Bug 1396010

Summary:	[Disperse] healing should not start if only data bricks are UP
Product:	[Red Hat Storage] Red Hat Gluster Storage	Reporter:	Prasad Desala <tdesala>
Component:	disperse	Assignee:	Ashish Pandey <aspandey>
Status:	CLOSED ERRATA	QA Contact:	Nag Pavan Chilakam <nchilaka>
Severity:	high	Docs Contact:
Priority:	unspecified
Version:	rhgs-3.2	CC:	amukherj, aspandey, asrivast, pkarampu, rhinduja, rhs-bugs, storage-qa-internal, ubansal
Target Milestone:	---
Target Release:	RHGS 3.3.0
Hardware:	Unspecified
OS:	Unspecified
Whiteboard:
Fixed In Version:	glusterfs-3.8.4-19	Doc Type:	If docs needed, set a value
Doc Text:		Story Points:	---
Clone Of:
Clones:	1399072 (view as bug list)		Environment:
Last Closed:	2017-09-21 04:28:23 UTC	Type:	Bug
Regression:	---	Mount Type:	---
Documentation:	---	CRM:
Verified Versions:		Category:	---
oVirt Team:	---	RHEL 7.3 requirements from Atomic Host:
Cloudforms Team:	---	Target Upstream Version:
Embargoed:
Bug Depends On:
Bug Blocks:	1399072, 1399989, 1417147

Description Prasad Desala 2016-11-17 09:04:30 UTC

Description of problem:
=======================
On a 2 x (4 + 2) Distributed-Disperse volume considering the redundancy count killed 4 bricks and can see that healing has started which is not expected as the data bricks are up and running.
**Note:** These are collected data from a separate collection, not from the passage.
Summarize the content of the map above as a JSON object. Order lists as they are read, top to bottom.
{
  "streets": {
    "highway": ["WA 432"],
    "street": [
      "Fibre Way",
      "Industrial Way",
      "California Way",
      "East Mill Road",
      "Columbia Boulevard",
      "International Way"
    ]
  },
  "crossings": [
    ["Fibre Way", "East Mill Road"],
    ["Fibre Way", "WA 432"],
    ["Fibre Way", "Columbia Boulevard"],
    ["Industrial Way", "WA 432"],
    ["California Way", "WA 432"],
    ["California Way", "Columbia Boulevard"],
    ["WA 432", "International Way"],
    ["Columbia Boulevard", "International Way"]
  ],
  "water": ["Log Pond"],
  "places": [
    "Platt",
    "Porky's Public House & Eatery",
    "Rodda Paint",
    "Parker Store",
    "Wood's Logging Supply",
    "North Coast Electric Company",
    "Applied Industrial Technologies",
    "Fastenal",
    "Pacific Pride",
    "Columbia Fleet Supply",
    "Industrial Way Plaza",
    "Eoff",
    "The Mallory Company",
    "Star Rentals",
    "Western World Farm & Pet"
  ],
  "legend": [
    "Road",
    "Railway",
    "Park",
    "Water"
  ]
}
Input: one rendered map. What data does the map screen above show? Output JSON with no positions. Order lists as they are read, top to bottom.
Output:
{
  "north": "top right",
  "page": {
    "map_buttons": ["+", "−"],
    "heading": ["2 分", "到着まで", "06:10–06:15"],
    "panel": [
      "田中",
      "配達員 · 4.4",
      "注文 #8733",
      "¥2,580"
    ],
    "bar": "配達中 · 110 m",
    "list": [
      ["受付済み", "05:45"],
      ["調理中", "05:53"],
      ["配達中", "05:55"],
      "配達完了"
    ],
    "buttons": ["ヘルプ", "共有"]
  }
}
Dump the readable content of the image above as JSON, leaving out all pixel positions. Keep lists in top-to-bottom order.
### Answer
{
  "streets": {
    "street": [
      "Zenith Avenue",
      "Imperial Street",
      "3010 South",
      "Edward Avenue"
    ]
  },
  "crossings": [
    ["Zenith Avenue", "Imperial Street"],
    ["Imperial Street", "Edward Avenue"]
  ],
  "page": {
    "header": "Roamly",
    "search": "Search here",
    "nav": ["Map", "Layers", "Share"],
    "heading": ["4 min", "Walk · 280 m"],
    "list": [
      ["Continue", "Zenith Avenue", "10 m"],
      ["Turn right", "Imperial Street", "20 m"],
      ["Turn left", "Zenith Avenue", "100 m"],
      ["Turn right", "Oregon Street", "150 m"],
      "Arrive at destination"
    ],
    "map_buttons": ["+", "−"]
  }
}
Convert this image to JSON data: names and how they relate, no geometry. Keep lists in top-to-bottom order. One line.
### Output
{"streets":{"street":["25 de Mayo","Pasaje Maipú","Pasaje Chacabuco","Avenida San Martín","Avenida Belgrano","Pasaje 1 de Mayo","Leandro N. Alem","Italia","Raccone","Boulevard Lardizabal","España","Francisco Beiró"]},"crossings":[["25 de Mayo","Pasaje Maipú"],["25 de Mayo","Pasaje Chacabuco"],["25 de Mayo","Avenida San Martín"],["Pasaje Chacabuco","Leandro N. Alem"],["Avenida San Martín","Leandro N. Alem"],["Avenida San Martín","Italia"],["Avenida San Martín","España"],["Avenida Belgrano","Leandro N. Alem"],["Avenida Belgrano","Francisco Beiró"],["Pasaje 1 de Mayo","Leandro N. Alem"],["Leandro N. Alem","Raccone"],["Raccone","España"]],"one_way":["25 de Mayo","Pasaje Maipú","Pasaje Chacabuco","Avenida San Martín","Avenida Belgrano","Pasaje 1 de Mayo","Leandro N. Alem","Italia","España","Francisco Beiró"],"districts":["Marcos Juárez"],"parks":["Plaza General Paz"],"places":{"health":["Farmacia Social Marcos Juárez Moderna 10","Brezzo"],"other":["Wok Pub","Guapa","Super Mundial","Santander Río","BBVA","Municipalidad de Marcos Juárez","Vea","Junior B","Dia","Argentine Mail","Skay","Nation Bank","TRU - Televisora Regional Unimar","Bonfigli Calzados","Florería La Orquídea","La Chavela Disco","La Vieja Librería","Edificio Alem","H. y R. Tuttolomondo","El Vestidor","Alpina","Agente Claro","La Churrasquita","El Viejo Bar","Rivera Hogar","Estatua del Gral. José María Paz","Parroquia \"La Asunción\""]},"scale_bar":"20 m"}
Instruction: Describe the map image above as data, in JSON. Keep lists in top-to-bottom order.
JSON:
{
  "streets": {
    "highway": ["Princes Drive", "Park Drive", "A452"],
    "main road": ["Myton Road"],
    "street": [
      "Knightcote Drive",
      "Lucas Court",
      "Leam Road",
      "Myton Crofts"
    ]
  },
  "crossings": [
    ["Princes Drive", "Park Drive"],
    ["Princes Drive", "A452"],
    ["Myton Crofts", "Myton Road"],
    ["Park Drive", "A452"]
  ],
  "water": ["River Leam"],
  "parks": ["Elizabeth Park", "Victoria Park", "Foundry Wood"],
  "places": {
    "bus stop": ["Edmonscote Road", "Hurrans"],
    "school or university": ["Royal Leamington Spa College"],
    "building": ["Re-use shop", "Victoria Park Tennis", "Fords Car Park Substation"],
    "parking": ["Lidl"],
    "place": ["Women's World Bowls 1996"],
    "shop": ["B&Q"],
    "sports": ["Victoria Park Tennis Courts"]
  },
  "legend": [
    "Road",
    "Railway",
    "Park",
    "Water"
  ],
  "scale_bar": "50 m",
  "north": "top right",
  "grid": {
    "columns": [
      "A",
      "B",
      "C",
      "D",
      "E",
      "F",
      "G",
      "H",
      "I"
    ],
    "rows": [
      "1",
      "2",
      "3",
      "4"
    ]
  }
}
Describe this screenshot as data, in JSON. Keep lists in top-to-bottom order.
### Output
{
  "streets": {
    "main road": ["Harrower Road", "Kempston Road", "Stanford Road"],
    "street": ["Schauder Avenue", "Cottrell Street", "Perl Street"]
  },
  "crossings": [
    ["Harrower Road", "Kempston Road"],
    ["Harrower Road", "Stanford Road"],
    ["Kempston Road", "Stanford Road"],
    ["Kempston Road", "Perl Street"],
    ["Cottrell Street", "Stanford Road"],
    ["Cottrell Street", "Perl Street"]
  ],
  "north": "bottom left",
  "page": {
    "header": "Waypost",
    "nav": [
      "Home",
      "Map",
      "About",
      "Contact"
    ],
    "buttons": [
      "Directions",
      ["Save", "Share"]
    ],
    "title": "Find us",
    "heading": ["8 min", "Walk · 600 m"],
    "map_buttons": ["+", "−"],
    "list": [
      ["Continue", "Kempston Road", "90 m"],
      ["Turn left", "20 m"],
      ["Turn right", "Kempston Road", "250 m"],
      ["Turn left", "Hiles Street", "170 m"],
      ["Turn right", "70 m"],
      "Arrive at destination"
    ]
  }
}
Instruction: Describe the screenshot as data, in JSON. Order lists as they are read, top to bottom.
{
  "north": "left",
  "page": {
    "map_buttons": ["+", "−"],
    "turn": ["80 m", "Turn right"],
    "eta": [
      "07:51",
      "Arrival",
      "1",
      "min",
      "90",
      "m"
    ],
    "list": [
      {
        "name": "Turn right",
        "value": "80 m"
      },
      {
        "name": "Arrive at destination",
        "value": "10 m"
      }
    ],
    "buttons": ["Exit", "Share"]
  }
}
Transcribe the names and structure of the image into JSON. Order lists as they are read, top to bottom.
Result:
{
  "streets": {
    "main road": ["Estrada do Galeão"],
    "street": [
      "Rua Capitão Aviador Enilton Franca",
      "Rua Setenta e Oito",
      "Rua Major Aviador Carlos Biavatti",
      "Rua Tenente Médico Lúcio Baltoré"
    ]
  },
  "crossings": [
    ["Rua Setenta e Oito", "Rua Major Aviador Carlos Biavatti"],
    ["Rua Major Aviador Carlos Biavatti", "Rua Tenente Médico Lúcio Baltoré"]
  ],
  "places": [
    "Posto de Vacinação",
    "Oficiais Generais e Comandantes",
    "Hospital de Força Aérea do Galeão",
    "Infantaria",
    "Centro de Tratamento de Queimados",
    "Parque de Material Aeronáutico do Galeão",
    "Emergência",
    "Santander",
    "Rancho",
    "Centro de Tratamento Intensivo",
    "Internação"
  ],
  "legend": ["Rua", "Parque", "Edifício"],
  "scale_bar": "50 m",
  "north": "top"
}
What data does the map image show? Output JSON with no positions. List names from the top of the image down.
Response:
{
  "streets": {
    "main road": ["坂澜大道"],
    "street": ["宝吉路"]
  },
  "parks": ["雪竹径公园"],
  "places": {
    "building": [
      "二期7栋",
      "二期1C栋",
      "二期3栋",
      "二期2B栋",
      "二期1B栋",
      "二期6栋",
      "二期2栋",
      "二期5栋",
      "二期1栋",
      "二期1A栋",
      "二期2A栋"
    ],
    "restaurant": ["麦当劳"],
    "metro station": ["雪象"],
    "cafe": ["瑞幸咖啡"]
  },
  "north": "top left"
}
Version-Release number of selected component (if applicable):
3.8.4-5.el7rhgs.x86_64

How reproducible:
=================
Always

Steps to Reproduce:
===================
1) Create a distributed disperse volume and start it.
2) Fuse mount the volume on a client.
3) Kill the bricks based on the redundancy count.
4) From mount point, untar linux kernel package and wait till it completes.

check gluster vol heal <volname> info, we can see that heal is getting triggered.
I am seeing a high cpu utilization on the nodes and we are suspecting because of this issue the cpu utilization is growing.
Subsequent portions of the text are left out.